Prendre la crise par les sentiments (du marché)

par Anne-Laure Delatte

Les facteurs fondamentaux seuls ne peuvent pas expliquer la crise européenne. Un nouveau document de travail de l’OFCE montre l’incidence  des croyances  de marché pendant cette crise. Dans cette étude, nous cherchons où se forment les sentiments de marché et par quels canaux ils se transmettent. Qu’est-ce qui  fait basculer le marché de l’optimisme au pessimisme ? Nos résultats indiquent : 1) qu’il y a une forte dynamique auto-réalisatrice dans la crise européenne : la peur du défaut est justement ce qui conduit au défaut ;  2) le petit marché des dérivés de crédit, les Crédit Default Swaps, ces instruments d’assurance utilisés pour se protéger contre le risque de défaut d’un emprunteur, est le  premier catalyseur des sentiments du marché. Ce résultat devrait inquiéter au plus haut point les politiques en charge de la régulation financière car le marché des CDS est opaque et concentré, deux caractéristiques favorables aux comportements abusifs.

 

Quel rôle les investisseurs jouent-ils pendant une crise ? Si des ventes massives de titres révèlent les faiblesses d’un modèle économique, alors il serait dangereux de les limiter : ce serait tuer le messager. Mais si ces ventes massives sont déclenchées par un soudain retournement du sentiment de marché, un mouvement de panique, une méfiance des investisseurs à l’égard d’un Etat, alors il est utile de comprendre comment se forment les croyances de marché, pour pouvoir mieux  les maîtriser le moment venu.

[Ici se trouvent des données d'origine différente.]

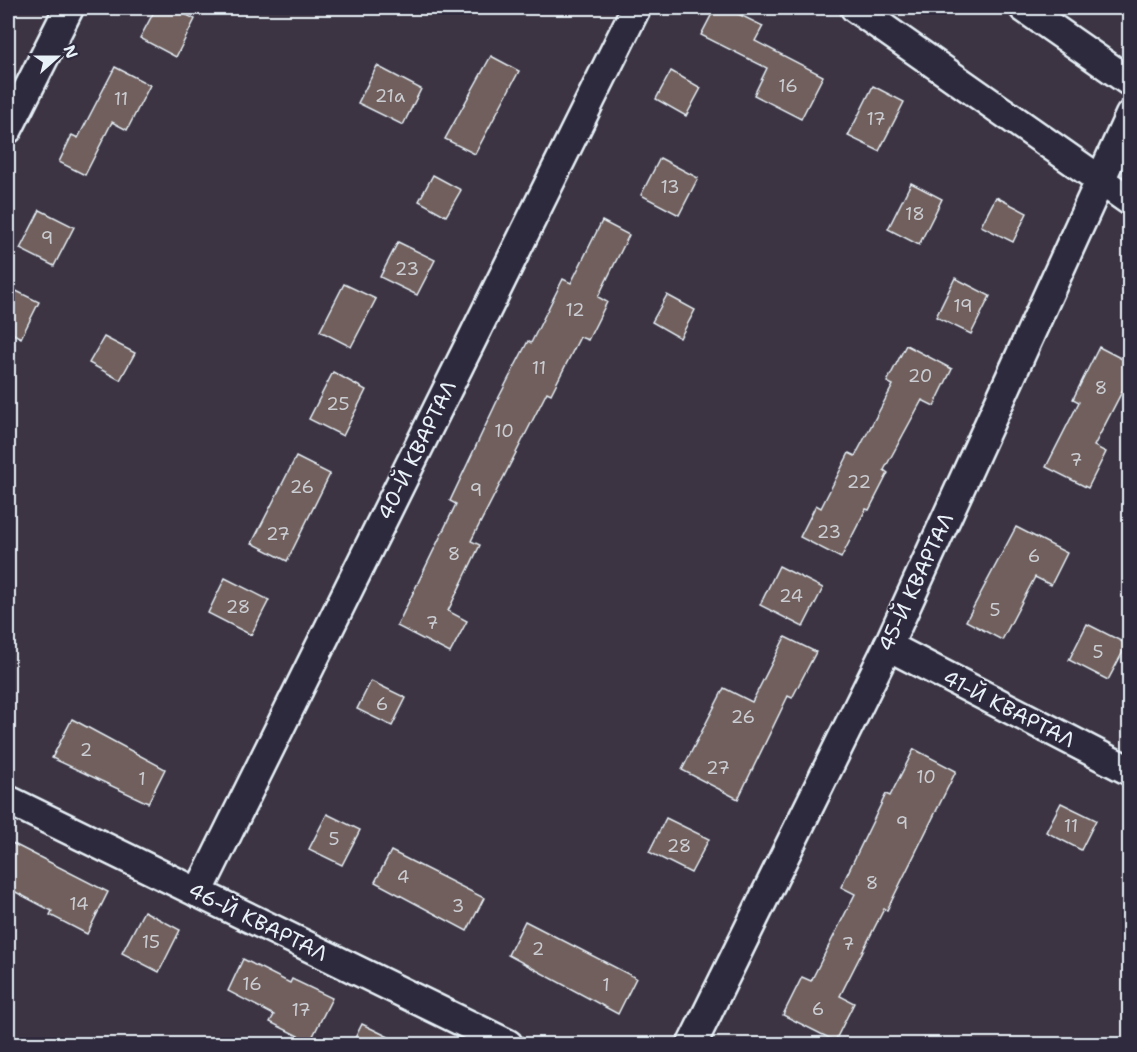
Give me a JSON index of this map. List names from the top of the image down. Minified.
{"streets":{"street":["40-Й КВАРТАЛ","45-Й КВАРТАЛ","41-Й КВАРТАЛ","46-Й КВАРТАЛ"]},"crossings":[["40-Й КВАРТАЛ","46-Й КВАРТАЛ"],["45-Й КВАРТАЛ","41-Й КВАРТАЛ"]],"house_numbers":["16","21а","11","17","13","18","9","23","19","12","11","20","8","25","10","7","22","26","9","23","27","8","6","24","28","5","7","5","6","26","2","27","10","1","9","11","5","28","4","8","14","3","15","7","2","16","1","6","17"],"north":"right"}
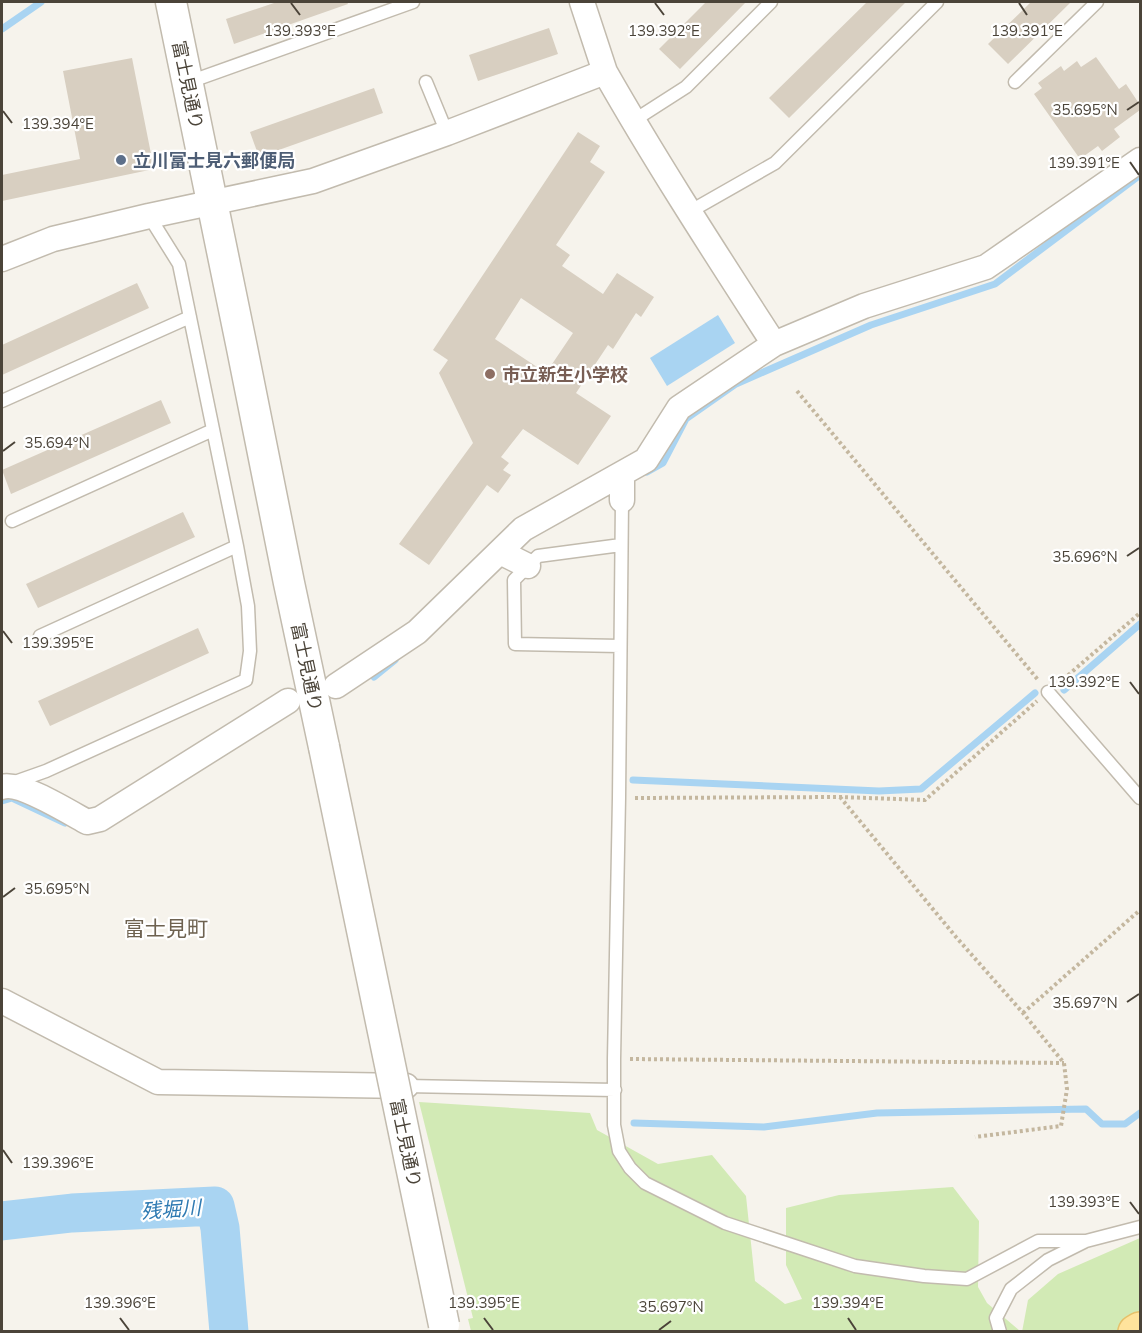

Pour répondre à cette question dans le contexte de la crise européenne, nous nous sommes inspirés des travaux portant sur la crise du système monétaire européen de 1992-93, qui présente de nombreux points communs avec la situation actuelle. Les investisseurs doutaient alors de la crédibilité du système monétaire européen  et le mettaient à l’épreuve en spéculant contre les devises européennes (sic). La livre sterling, la lire, la peseta, etc. furent attaquées tour à tour et les gouvernements durent lâcher du lest en dévaluant leur monnaie nationale. Cette crise a, dans un premier temps, posé une énigme aux économistes qui n’arrivaient pas expliquer le lien entre les attaques spéculatives et les facteurs fondamentaux : d’une part tous les pays attaqués ne souffraient pas des mêmes maux ; d’autre part alors que la situation économique se détériorait progressivement, pourquoi les investisseurs décidaient-ils soudainement de s’en prendre à une devise et pas une autre ? Enfin pourquoi ces attaques étaient-elles couronnées de succès ? La réponse était que la spéculation n’était pas déterminée uniquement par la situation économique (dite fondamentale) mais qu’elle était auto-réalisatrice.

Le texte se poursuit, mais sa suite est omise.